Problem – Below are records with pictures. Transcribe exactly, and only, the lines from the line with "Input: one rendered map. What" to the line with "Input: one rendered map. Dump", both ends included, but not the pictures.

Stored data
-.-.-
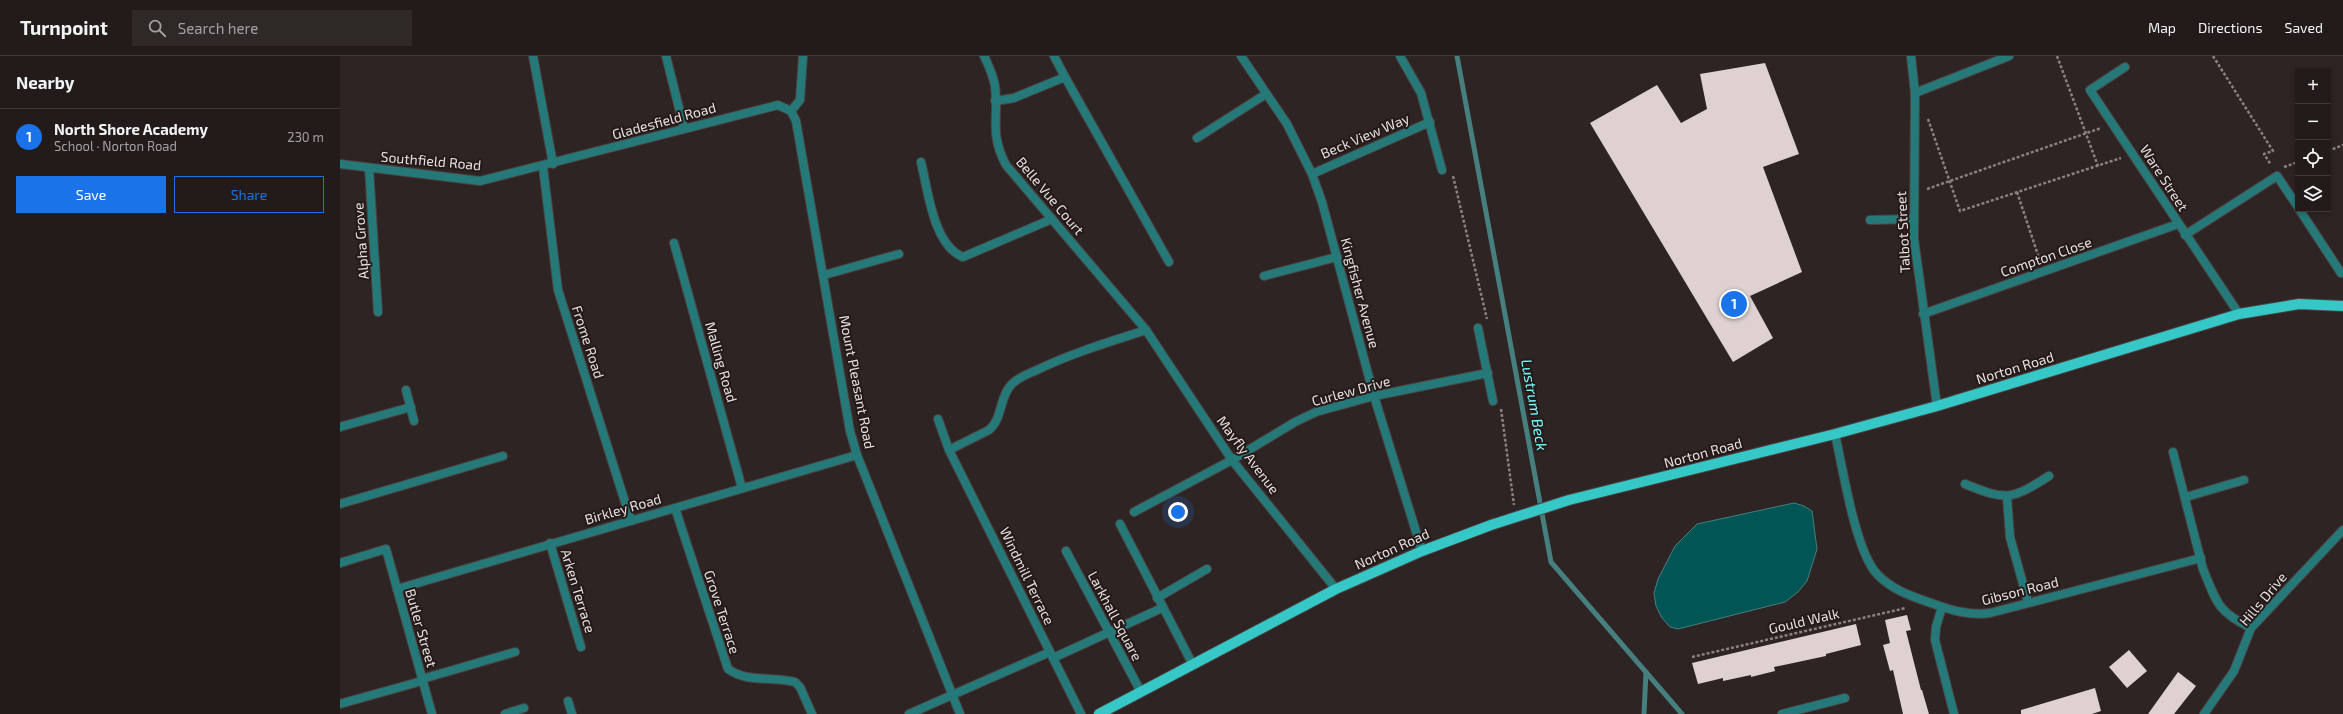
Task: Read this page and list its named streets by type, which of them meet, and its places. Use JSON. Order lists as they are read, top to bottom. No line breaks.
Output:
{"streets":{"main road":["Norton Road"],"street":["Gladesfield Road","Beck View Way","Southfield Road","Ware Street","Belle Vue Court","Talbot Street","Alpha Grove","Compton Close","Kingfisher Avenue","Frome Road","Malling Road","Mount Pleasant Road","Curlew Drive","Mayfly Avenue","Birkley Road","Windmill Terrace","Arken Terrace","Gibson Road","Hills Drive","Grove Terrace","Larkhall Square","Butler Street"],"path":["Gould Walk"]},"crossings":[["Gladesfield Road","Southfield Road"],["Gladesfield Road","Frome Road"],["Gladesfield Road","Mount Pleasant Road"],["Beck View Way","Kingfisher Avenue"],["Southfield Road","Alpha Grove"],["Southfield Road","Frome Road"],["Ware Street","Compton Close"],["Ware Street","Norton Road"],["Belle Vue Court","Mayfly Avenue"],["Talbot Street","Compton Close"],["Talbot Street","Norton Road"],["Kingfisher Avenue","Norton Road"],["Kingfisher Avenue","Curlew Drive"],["Frome Road","Birkley Road"],["Malling Road","Birkley Road"],["Norton Road","Mayfly Avenue"],["Norton Road","Gibson Road"],["Norton Road","Larkhall Square"],["Mount Pleasant Road","Birkley Road"],["Curlew Drive","Mayfly Avenue"],["Birkley Road","Arken Terrace"],["Birkley Road","Grove Terrace"],["Birkley Road","Butler Street"],["Gibson Road","Gould Walk"]],"water":["Lustrum Beck"],"page":{"header":"Turnpoint","search":"Search here","nav":["Map","Directions","Saved"],"heading":"Nearby","map_buttons":["+","−"],"list":[{"mark":"1","name":"North Shore Academy","note":"School · Norton Road","value":"230 m"}],"buttons":["Save","Share"],"pins":"1"}}
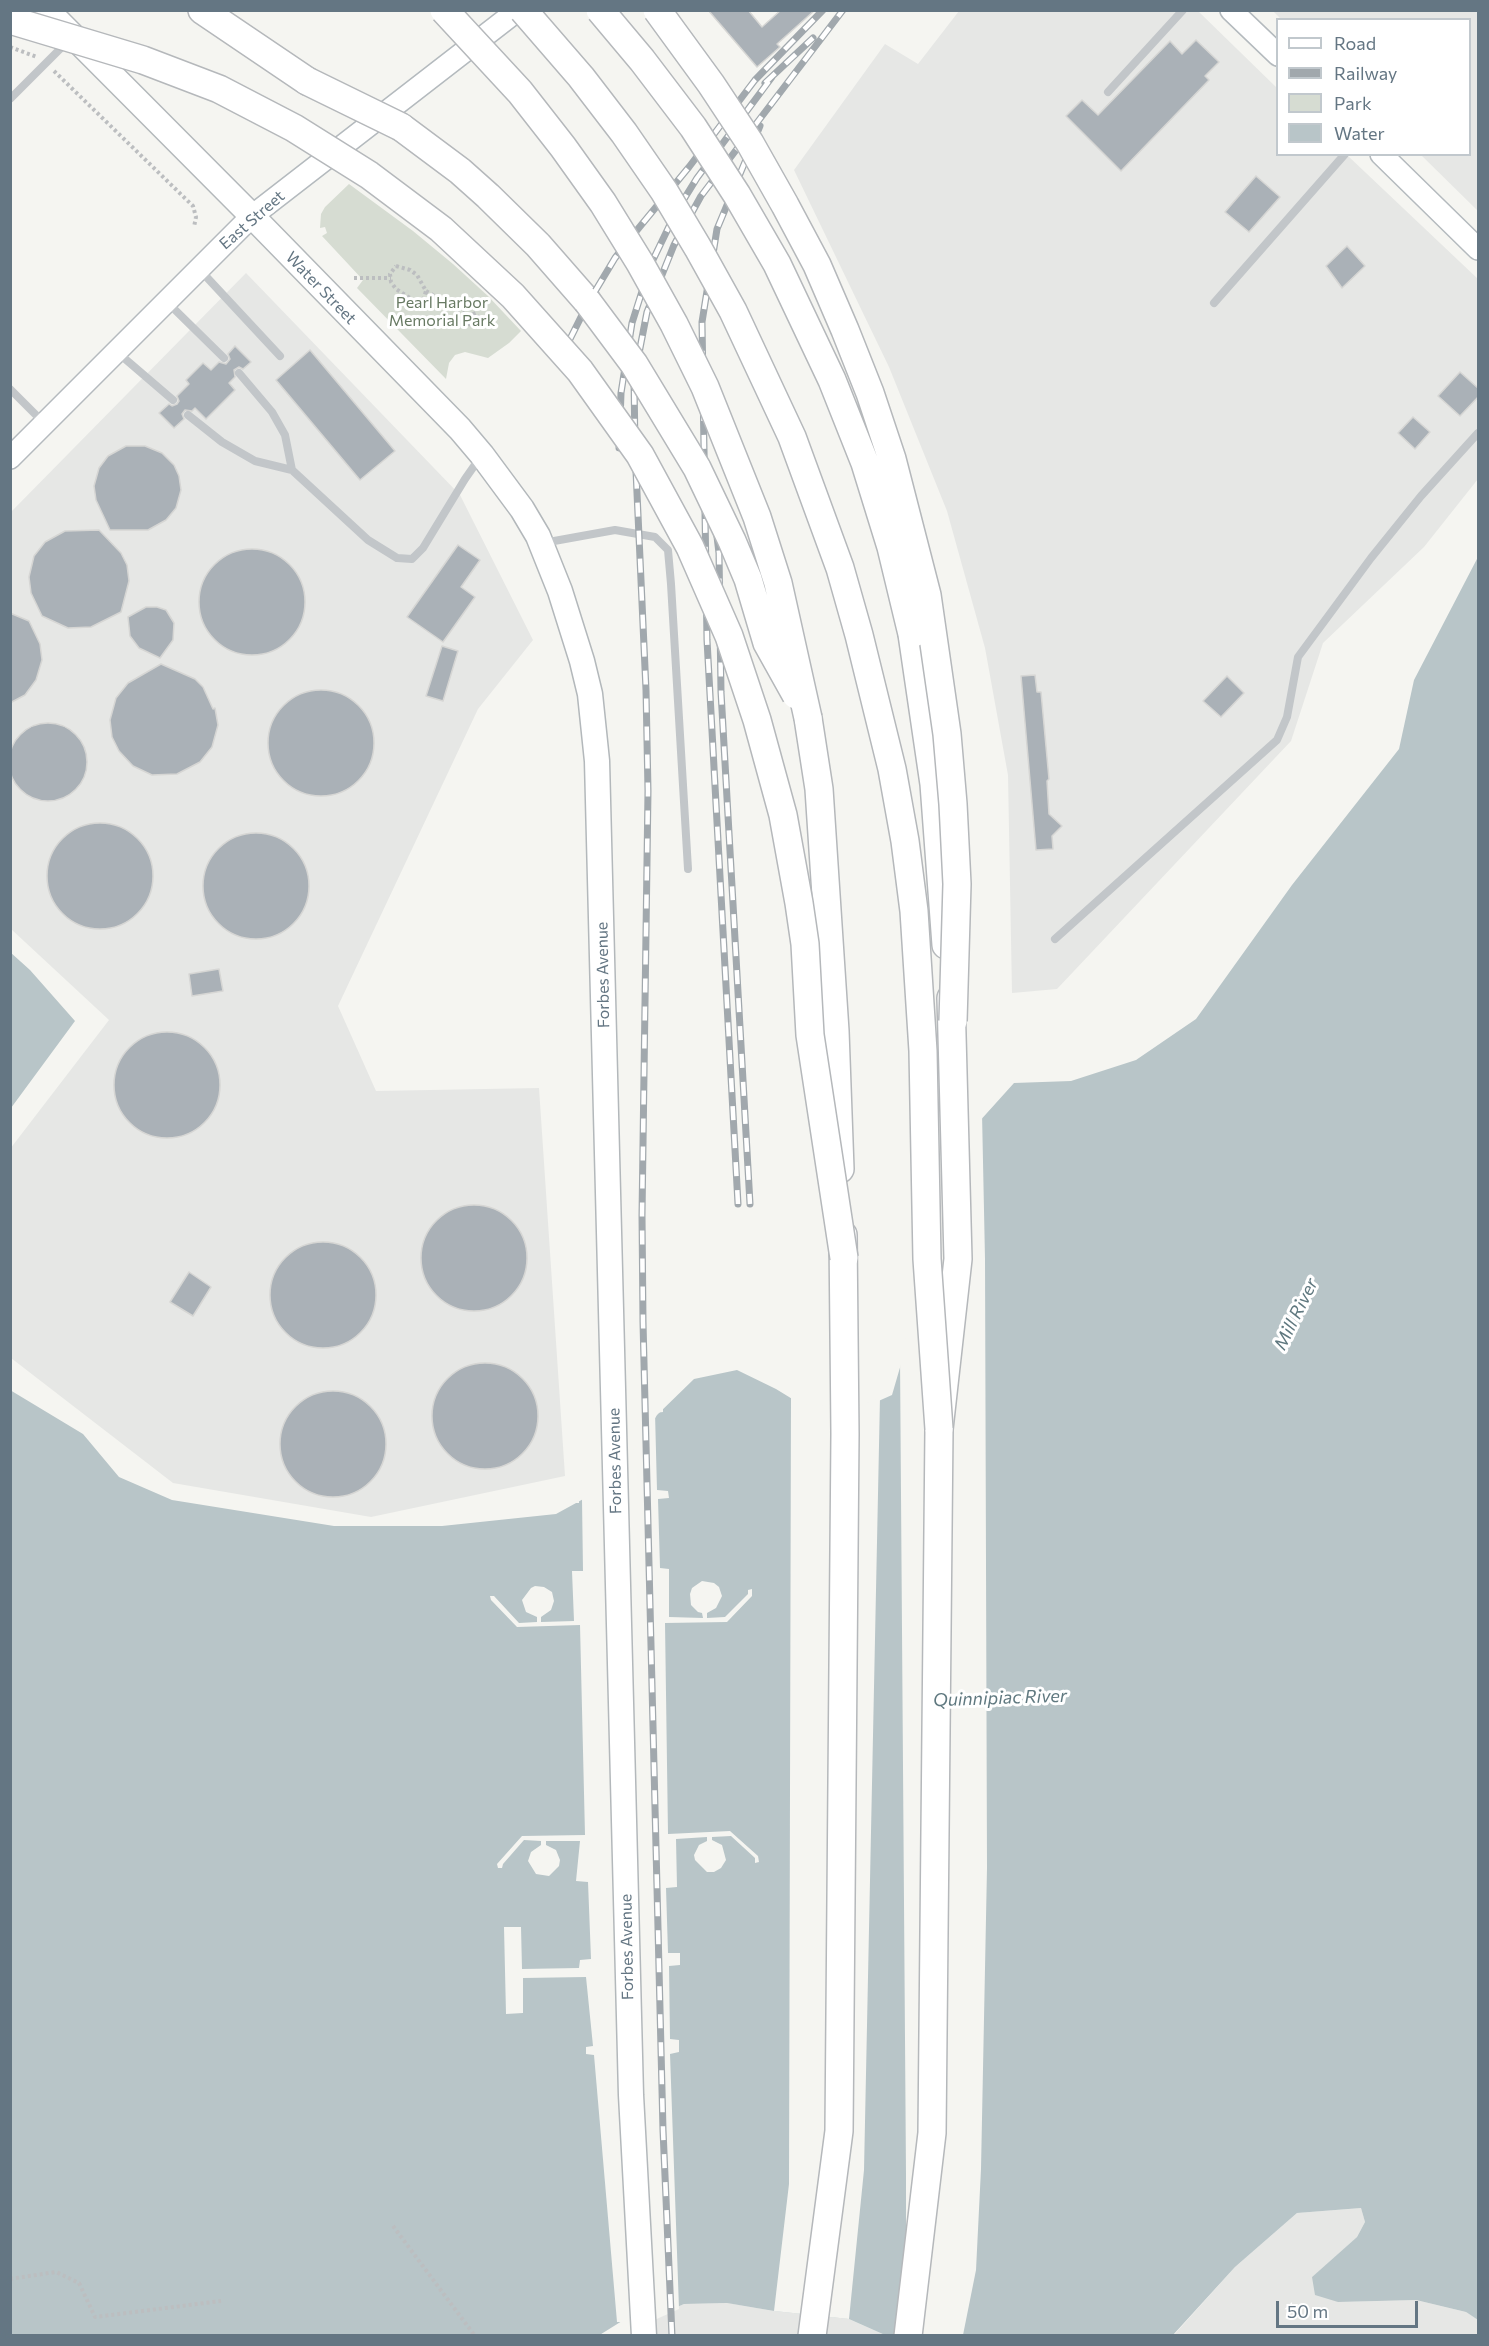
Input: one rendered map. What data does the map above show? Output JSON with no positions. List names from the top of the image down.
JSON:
{
  "streets": {
    "main road": ["East Street", "Water Street", "Forbes Avenue"]
  },
  "crossings": [
    ["East Street", "Water Street"],
    ["Water Street", "Forbes Avenue"]
  ],
  "water": ["Mill River", "Quinnipiac River"],
  "parks": ["Pearl Harbor Memorial Park"],
  "legend": [
    "Road",
    "Railway",
    "Park",
    "Water"
  ],
  "scale_bar": "50 m"
}
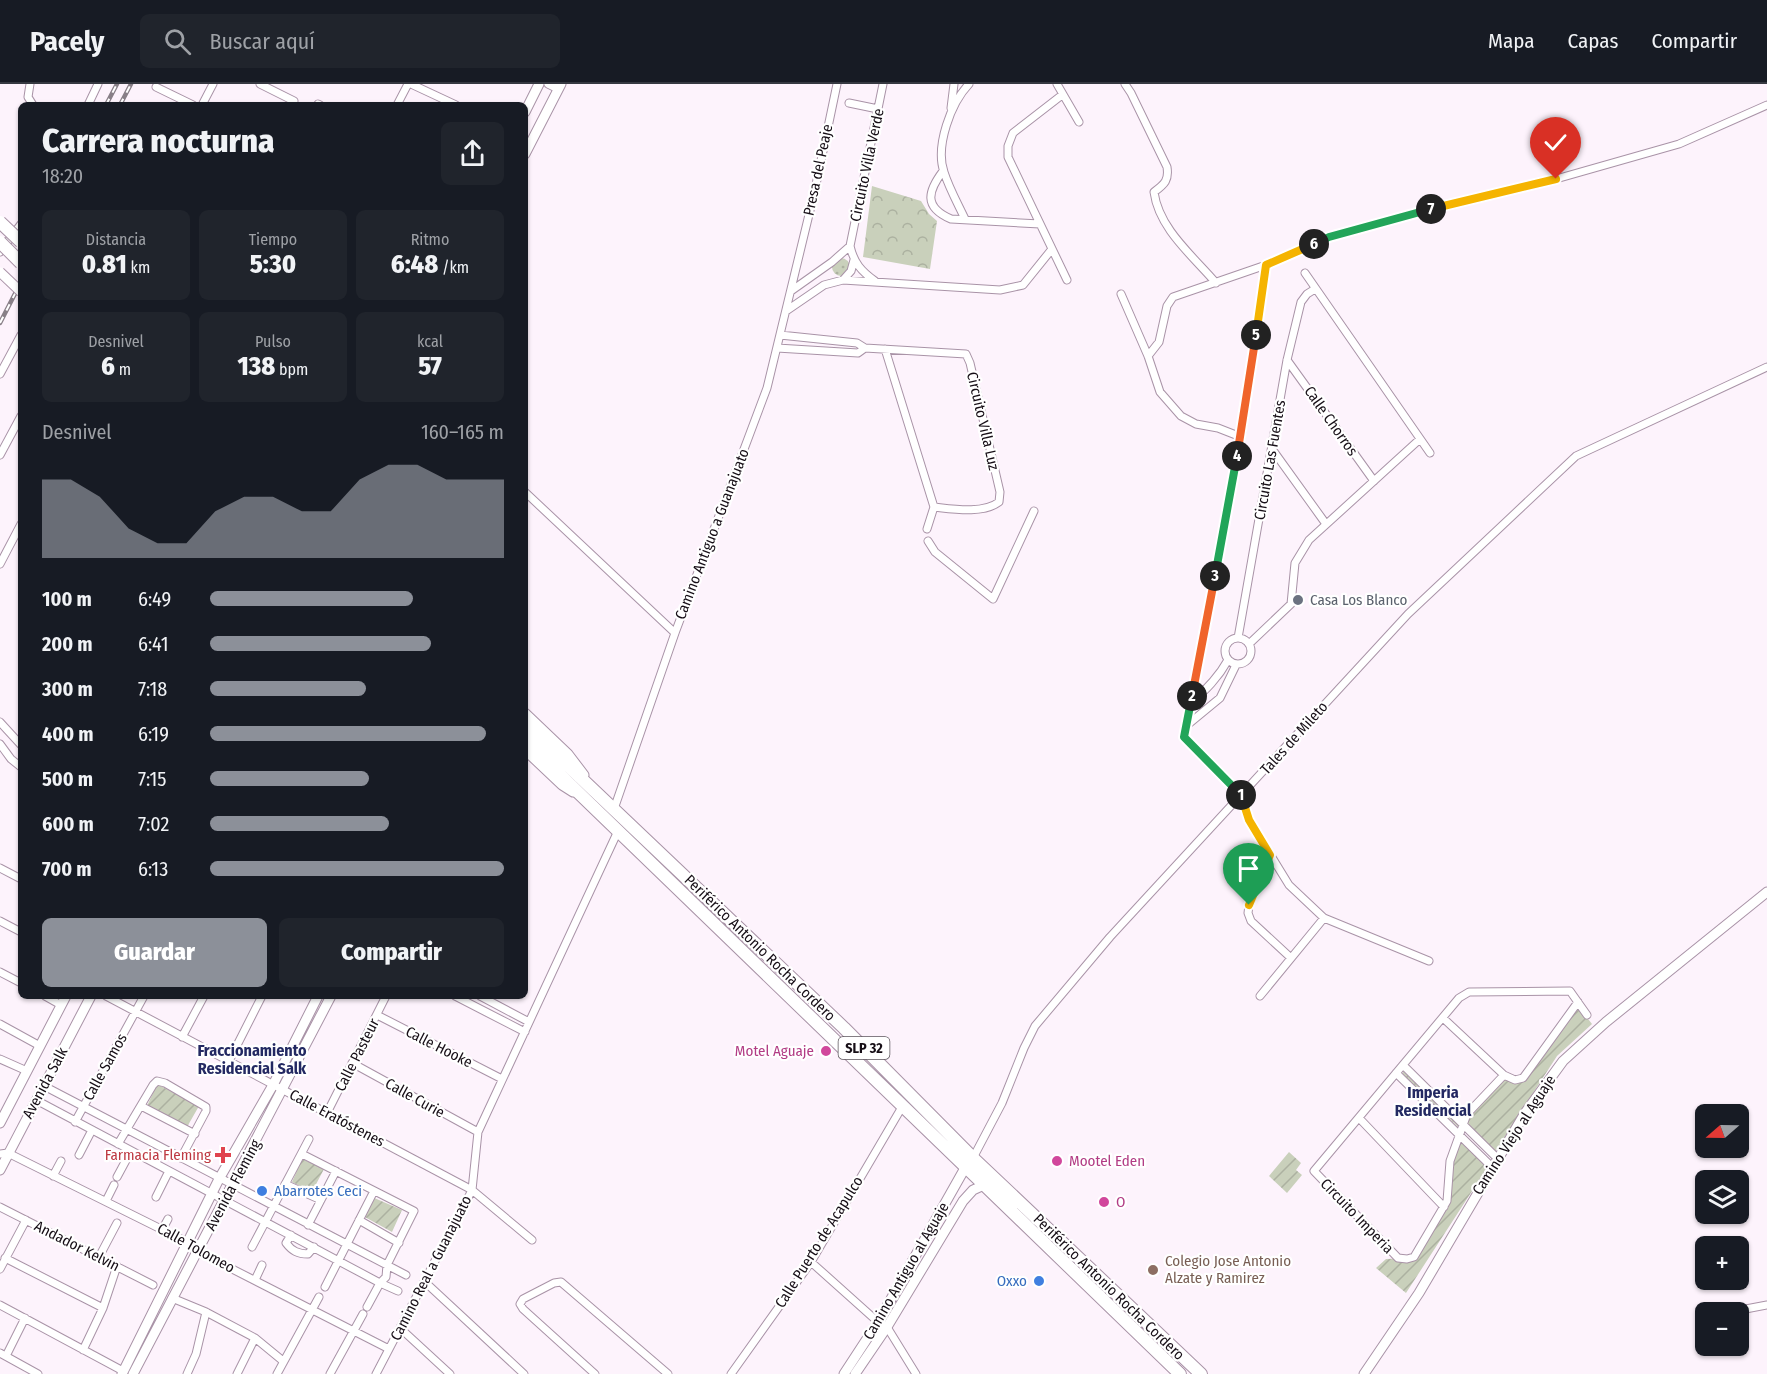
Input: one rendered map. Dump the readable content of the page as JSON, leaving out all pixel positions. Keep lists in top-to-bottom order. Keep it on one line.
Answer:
{"streets":{"highway":["Periférico Antonio Rocha Cordero","SLP 32"],"street":["Circuito Villa Verde","Presa del Peaje","Circuito Villa Luz","Calle Chorros","Circuito Las Fuentes","Camino Antiguo a Guanajuato","Tales de Mileto","Calle Hooke","Calle Pasteur","Calle Samos","Avenida Salk","Calle Curie","Calle Eratóstenes","Camino Viejo al Aguaje","Avenida Fleming","Circuito Imperia","Calle Puerto de Acapulco","Andador Kelvin","Calle Tolomeo","Camino Real a Guanajuato","Camino Antiguo al Aguaje"]},"crossings":[["Presa del Peaje","Camino Antiguo a Guanajuato"],["Circuito Villa Luz","Camino Antiguo a Guanajuato"],["Calle Chorros","Circuito Las Fuentes"],["Camino Antiguo a Guanajuato","Periférico Antonio Rocha Cordero"],["Tales de Mileto","Periférico Antonio Rocha Cordero"],["Tales de Mileto","Camino Antiguo al Aguaje"],["Periférico Antonio Rocha Cordero","Calle Puerto de Acapulco"],["Periférico Antonio Rocha Cordero","Camino Real a Guanajuato"],["Periférico Antonio Rocha Cordero","Camino Antiguo al Aguaje"],["Calle Hooke","Calle Pasteur"],["Calle Hooke","Camino Real a Guanajuato"],["Calle Pasteur","Calle Curie"],["Calle Pasteur","Calle Eratóstenes"],["Calle Samos","Calle Eratóstenes"],["Avenida Salk","Calle Tolomeo"],["Calle Curie","Camino Real a Guanajuato"],["Calle Eratóstenes","Avenida Fleming"],["Calle Eratóstenes","Camino Real a Guanajuato"],["Avenida Fleming","Calle Tolomeo"],["Calle Tolomeo","Camino Real a Guanajuato"]],"districts":["Fraccionamiento Residencial Salk","Imperia Residencial"],"places":{"other":["Casa Los Blanco","Motel Aguaje","Mootel Eden","Abarrotes Ceci","O","Colegio Jose Antonio Alzate y Ramirez","Oxxo"],"health":["Farmacia Fleming"]},"north":"left","page":{"header":"Pacely","search":"Buscar aquí","nav":["Mapa","Capas","Compartir"],"heading":["Carrera nocturna","18:20"],"pins":["7","6","5","4","3","2","1"],"stats":[["Distancia","0.81 km"],["Tiempo","5:30"],["Ritmo","6:48 /km"],["Desnivel","6 m"],["Pulso","138 bpm"],["kcal","57"]],"chart":["Desnivel","160–165 m"],"list":[{"name":"100 m","note":"6:49"},{"name":"200 m","note":"6:41"},{"name":"300 m","note":"7:18"},{"name":"400 m","note":"6:19"},{"name":"500 m","note":"7:15"},{"name":"600 m","note":"7:02"},{"name":"700 m","note":"6:13"}],"buttons":["Guardar","Compartir"],"map_buttons":["+","−"]}}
-.-.-
Response –
Input: one rendered map. What data does the map above show? Output JSON with no positions. List names from the top of the image down.
JSON:
{
  "streets": {
    "main road": ["East Street", "Water Street", "Forbes Avenue"]
  },
  "crossings": [
    ["East Street", "Water Street"],
    ["Water Street", "Forbes Avenue"]
  ],
  "water": ["Mill River", "Quinnipiac River"],
  "parks": ["Pearl Harbor Memorial Park"],
  "legend": [
    "Road",
    "Railway",
    "Park",
    "Water"
  ],
  "scale_bar": "50 m"
}
Input: one rendered map. Dump the readable content of the page as JSON, leaving out all pixel positions. Keep lists in top-to-bottom order. Keep it on one line.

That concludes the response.